### What you will do
Work through the data and report how many lines include the string "textBaseline", giving the number alone.

Provided entries: Begin

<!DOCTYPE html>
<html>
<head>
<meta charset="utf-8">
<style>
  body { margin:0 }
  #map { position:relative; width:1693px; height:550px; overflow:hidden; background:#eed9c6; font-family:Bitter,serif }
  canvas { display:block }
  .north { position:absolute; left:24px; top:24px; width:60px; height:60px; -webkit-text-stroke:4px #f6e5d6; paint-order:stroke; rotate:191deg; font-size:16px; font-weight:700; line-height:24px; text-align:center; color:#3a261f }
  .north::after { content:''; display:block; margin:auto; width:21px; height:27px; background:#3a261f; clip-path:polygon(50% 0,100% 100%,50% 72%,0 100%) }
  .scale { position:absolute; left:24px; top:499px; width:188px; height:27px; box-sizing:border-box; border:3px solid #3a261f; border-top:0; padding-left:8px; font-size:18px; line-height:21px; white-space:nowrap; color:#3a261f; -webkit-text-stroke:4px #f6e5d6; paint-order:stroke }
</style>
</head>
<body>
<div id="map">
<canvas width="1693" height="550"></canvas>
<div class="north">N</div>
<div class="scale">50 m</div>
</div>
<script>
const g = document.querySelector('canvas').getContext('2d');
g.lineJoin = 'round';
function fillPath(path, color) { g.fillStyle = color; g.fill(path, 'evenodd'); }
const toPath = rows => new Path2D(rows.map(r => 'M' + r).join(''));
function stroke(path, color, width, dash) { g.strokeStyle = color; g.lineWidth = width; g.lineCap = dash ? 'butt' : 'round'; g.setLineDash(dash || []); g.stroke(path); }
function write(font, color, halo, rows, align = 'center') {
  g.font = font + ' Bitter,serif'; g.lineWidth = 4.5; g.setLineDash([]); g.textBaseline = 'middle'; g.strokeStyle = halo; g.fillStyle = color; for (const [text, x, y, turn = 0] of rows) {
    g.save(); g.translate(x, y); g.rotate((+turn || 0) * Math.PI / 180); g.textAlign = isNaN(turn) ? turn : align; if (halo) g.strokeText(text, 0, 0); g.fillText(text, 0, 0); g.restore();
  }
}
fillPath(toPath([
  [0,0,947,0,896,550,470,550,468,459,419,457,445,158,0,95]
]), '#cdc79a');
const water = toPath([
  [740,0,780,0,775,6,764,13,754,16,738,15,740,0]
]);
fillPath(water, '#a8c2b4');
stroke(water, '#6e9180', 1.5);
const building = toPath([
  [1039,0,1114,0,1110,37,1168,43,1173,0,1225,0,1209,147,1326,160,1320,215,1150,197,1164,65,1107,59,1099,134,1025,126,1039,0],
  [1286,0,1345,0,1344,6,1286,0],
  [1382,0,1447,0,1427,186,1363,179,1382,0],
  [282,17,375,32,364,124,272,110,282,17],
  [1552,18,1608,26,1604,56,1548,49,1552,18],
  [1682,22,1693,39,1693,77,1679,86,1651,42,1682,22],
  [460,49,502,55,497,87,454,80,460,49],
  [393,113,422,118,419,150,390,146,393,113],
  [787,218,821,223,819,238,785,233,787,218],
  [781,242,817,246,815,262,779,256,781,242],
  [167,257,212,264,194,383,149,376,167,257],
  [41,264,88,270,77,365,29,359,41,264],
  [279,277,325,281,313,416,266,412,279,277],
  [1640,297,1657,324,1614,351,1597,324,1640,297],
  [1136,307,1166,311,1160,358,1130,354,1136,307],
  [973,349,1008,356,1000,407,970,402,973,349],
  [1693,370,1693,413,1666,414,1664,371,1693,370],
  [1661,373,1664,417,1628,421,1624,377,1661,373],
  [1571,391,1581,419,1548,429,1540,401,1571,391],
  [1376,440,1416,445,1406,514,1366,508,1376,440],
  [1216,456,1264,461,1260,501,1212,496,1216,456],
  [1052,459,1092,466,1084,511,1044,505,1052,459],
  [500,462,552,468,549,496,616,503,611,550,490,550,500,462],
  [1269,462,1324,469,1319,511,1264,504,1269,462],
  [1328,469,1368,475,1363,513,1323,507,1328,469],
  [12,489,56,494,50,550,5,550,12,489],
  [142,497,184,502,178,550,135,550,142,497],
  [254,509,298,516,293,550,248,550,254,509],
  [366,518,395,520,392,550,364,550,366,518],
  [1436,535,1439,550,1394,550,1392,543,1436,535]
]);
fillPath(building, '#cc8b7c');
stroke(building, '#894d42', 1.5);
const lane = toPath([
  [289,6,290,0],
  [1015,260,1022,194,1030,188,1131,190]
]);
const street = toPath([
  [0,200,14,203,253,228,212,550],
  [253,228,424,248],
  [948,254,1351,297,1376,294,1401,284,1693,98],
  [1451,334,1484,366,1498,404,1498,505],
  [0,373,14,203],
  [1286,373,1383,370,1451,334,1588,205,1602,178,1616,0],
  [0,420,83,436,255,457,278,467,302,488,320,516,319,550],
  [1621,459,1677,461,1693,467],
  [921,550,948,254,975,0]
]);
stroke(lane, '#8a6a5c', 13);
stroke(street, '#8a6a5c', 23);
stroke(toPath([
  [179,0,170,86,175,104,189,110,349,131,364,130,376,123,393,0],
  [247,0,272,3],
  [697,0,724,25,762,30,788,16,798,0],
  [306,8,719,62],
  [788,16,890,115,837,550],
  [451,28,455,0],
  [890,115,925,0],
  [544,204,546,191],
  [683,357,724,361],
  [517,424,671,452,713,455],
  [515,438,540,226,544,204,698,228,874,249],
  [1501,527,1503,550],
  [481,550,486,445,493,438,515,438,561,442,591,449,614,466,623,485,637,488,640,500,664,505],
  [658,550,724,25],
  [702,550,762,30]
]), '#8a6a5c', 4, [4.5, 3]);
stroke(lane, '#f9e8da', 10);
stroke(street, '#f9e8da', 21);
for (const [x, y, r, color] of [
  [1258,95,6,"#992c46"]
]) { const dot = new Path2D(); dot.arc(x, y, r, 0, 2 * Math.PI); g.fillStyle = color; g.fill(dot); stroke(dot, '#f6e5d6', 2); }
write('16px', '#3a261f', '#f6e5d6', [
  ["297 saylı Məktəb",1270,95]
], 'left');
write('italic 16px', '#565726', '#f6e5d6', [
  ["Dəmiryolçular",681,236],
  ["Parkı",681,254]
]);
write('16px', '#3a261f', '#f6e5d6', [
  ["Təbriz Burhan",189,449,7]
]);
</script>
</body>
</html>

Provided entries: End
Provided entries: Begin

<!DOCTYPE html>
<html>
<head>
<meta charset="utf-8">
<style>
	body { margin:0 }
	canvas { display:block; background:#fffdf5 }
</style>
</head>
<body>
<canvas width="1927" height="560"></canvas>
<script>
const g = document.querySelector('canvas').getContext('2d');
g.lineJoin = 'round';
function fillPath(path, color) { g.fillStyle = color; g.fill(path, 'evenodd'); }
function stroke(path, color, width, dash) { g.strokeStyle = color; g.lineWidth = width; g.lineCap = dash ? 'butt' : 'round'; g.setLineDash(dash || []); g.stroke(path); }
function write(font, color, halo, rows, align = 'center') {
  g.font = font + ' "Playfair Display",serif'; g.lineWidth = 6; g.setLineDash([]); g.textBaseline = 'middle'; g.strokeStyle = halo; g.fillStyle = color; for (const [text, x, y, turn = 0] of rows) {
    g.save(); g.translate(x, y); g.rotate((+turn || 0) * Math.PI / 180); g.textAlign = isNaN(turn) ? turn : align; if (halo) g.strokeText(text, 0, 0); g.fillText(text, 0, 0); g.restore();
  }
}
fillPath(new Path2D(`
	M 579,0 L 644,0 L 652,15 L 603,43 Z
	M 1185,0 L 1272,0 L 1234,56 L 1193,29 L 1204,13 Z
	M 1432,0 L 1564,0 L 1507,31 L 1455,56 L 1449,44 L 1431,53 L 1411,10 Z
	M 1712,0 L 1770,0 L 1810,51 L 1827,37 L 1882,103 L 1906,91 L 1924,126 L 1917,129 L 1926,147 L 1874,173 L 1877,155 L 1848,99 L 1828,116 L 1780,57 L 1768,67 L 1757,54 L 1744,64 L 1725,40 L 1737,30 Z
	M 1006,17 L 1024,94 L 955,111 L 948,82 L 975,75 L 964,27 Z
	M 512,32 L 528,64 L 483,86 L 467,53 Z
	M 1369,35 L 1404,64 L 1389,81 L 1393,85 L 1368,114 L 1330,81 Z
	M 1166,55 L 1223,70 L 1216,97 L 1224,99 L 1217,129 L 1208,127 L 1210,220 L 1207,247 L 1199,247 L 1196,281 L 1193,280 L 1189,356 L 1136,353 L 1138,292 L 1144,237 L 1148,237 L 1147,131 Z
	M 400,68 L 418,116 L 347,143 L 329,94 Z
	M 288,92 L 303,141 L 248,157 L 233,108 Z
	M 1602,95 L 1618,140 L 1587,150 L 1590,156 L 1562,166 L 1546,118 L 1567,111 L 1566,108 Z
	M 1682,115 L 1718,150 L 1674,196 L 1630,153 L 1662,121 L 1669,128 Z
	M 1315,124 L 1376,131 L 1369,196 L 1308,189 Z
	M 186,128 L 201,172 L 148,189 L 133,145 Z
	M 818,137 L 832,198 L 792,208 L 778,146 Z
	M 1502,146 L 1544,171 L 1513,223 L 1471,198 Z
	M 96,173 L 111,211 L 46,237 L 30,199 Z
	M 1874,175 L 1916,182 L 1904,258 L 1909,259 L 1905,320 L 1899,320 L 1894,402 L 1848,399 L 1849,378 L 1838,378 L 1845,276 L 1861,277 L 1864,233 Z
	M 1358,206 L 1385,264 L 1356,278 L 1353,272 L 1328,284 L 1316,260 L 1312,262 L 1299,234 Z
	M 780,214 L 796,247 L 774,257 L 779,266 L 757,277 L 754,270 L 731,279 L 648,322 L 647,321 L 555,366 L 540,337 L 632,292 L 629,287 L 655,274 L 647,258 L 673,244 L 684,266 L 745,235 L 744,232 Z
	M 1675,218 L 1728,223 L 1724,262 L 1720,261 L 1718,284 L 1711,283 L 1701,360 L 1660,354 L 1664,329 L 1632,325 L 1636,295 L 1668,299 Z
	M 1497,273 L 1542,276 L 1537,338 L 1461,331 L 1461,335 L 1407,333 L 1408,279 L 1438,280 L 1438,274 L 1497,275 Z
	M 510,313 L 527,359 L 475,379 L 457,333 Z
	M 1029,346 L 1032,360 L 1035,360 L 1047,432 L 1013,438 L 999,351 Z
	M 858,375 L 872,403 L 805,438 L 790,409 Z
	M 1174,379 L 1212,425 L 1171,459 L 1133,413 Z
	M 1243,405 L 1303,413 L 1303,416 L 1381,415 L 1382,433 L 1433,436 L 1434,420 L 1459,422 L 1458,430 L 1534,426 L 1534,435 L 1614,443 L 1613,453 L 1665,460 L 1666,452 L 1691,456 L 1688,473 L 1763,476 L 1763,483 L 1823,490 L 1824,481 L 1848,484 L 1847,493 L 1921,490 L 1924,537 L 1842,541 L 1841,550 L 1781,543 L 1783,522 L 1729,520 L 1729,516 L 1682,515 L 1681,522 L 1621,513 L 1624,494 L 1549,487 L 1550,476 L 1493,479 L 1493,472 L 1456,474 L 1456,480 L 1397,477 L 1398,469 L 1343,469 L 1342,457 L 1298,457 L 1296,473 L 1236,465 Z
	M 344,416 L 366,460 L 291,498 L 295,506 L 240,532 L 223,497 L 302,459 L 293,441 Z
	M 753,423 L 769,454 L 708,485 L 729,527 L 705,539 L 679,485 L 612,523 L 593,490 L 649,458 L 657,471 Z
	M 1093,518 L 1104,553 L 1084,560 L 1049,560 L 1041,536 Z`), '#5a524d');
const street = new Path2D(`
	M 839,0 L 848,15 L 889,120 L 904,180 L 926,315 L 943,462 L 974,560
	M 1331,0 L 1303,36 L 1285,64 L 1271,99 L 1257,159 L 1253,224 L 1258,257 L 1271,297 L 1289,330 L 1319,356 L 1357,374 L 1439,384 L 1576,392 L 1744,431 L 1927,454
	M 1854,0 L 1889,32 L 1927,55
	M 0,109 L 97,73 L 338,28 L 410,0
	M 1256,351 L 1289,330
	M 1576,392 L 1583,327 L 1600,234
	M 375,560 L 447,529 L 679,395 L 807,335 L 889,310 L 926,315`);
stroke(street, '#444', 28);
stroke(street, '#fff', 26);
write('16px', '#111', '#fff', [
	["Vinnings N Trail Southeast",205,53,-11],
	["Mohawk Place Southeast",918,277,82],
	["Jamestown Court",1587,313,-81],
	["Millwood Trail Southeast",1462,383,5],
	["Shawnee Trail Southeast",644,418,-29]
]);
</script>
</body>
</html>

Provided entries: End

### Worked solution
2